Closing off the album is ‘Where Do We Go When We Go?’ like Motion Sickness, this was one that I had to listen to a few times before I liked it, but it’s slowly growing on me. Unlike other songs that deal with the same or similar themes, the need for answers here about death and the afterlife aren’t as demanding and instead seem to be more on the reflective side. The chorus, which is done in the style of a children’s nursery rhyme is incredibly effective as it gives the song a more haunting vibe (‘I just want to get one up on life before it kills me’).

Before I finish up, I ordered my pre-order with HMV as there were two exclusive tracks that came with it, but unfortunately, they didn’t hold much of a candle to the rest of the album and felt a little samey.
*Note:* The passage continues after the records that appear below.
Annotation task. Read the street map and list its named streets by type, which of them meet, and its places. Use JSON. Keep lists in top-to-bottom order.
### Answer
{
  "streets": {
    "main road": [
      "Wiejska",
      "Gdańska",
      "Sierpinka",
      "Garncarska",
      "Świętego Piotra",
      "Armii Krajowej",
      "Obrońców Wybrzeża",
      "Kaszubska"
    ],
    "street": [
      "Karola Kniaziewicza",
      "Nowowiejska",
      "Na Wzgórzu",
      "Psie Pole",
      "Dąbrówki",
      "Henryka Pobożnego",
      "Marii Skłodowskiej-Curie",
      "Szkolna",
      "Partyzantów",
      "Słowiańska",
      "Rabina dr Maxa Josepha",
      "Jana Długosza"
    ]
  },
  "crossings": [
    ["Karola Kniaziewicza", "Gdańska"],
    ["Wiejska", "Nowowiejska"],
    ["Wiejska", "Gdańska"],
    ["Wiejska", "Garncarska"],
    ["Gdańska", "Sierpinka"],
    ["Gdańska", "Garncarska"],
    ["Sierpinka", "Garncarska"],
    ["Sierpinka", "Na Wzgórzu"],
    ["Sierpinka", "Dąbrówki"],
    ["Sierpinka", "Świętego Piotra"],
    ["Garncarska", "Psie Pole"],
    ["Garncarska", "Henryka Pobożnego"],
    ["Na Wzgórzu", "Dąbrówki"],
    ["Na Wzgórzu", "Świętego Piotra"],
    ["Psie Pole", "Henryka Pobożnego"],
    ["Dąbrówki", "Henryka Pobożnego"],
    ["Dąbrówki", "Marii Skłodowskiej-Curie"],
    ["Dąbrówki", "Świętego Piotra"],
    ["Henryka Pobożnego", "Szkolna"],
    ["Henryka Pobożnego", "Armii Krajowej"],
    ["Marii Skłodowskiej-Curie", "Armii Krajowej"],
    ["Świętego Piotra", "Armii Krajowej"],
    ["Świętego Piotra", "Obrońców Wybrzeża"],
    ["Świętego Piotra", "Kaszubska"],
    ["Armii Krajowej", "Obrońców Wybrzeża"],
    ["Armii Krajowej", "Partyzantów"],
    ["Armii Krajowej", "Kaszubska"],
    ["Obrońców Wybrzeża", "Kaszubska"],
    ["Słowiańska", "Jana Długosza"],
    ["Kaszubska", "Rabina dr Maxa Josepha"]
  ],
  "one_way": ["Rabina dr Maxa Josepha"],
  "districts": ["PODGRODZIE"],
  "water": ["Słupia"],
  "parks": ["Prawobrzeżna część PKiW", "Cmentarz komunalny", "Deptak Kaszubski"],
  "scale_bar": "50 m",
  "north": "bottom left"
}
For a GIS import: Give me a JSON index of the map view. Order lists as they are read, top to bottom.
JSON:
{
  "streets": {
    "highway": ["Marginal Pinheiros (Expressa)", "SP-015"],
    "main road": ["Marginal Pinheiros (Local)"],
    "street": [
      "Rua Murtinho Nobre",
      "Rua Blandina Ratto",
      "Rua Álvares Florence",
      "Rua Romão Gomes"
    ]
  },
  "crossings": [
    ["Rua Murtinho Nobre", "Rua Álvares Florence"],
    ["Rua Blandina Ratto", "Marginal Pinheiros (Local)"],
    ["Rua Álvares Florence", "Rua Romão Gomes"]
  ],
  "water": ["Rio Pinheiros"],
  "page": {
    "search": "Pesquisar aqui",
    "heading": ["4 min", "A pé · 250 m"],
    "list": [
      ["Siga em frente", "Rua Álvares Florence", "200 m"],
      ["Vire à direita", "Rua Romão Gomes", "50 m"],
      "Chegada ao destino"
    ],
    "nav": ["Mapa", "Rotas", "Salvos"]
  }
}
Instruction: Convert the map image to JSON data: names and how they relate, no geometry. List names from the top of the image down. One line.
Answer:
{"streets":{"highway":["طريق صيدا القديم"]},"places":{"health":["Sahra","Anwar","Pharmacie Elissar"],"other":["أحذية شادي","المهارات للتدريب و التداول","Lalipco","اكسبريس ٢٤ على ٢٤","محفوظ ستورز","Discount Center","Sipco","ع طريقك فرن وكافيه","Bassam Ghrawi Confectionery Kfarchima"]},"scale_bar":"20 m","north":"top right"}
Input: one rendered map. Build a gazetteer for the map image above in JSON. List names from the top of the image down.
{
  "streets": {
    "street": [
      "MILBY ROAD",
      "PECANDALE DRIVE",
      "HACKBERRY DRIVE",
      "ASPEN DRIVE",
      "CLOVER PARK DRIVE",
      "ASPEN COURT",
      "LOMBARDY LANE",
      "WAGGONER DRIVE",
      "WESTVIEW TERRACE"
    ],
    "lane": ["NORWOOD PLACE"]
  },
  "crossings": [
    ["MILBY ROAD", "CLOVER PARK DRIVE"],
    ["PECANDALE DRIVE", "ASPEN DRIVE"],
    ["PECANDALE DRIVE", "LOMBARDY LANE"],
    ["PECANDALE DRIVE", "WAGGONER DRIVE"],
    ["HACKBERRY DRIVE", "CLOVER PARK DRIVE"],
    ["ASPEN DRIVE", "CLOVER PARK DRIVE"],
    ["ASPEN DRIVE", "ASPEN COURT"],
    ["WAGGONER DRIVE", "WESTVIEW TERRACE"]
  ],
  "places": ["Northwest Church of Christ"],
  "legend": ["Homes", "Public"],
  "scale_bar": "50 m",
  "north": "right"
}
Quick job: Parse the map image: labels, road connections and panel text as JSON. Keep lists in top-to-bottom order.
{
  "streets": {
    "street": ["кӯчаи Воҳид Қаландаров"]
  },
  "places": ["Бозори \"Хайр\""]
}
This is an album that is thoroughly enjoyable and even the weaker songs are a ton of fun to listen to. The lyricism here is without a doubt fantastic, and the best that Neck Deep have ever written. This album takes you on a journey—you experience every word and emotion that Barlow sings and you can just feel the amount of raw emotion that went into the writing process of this record. Despite the mish-mash of musical influences, this album is still Neck Deep through and through, and each experiment into a different sound had both good and bad elements, but it’s just that—a learning curve. The instrumentals throughout each and every song are a delight—strong and confident and seamless. You’d think that Neck Deep would have wedged themselves into a corner with the success of LNOTGY, and as the release date loomed ever closer, I looked at the calendar with a sense of almost unease. How could any release possibly compete with the brilliance of LNOTGY (which even two years later is still one of my favourite albums). The answer, however, is simple. It competed, and it competed with ease. Thematically, lyrically and musically. But, at the end of the day, the album’s name summarises it better than I could; it truly is: the peace and the panic.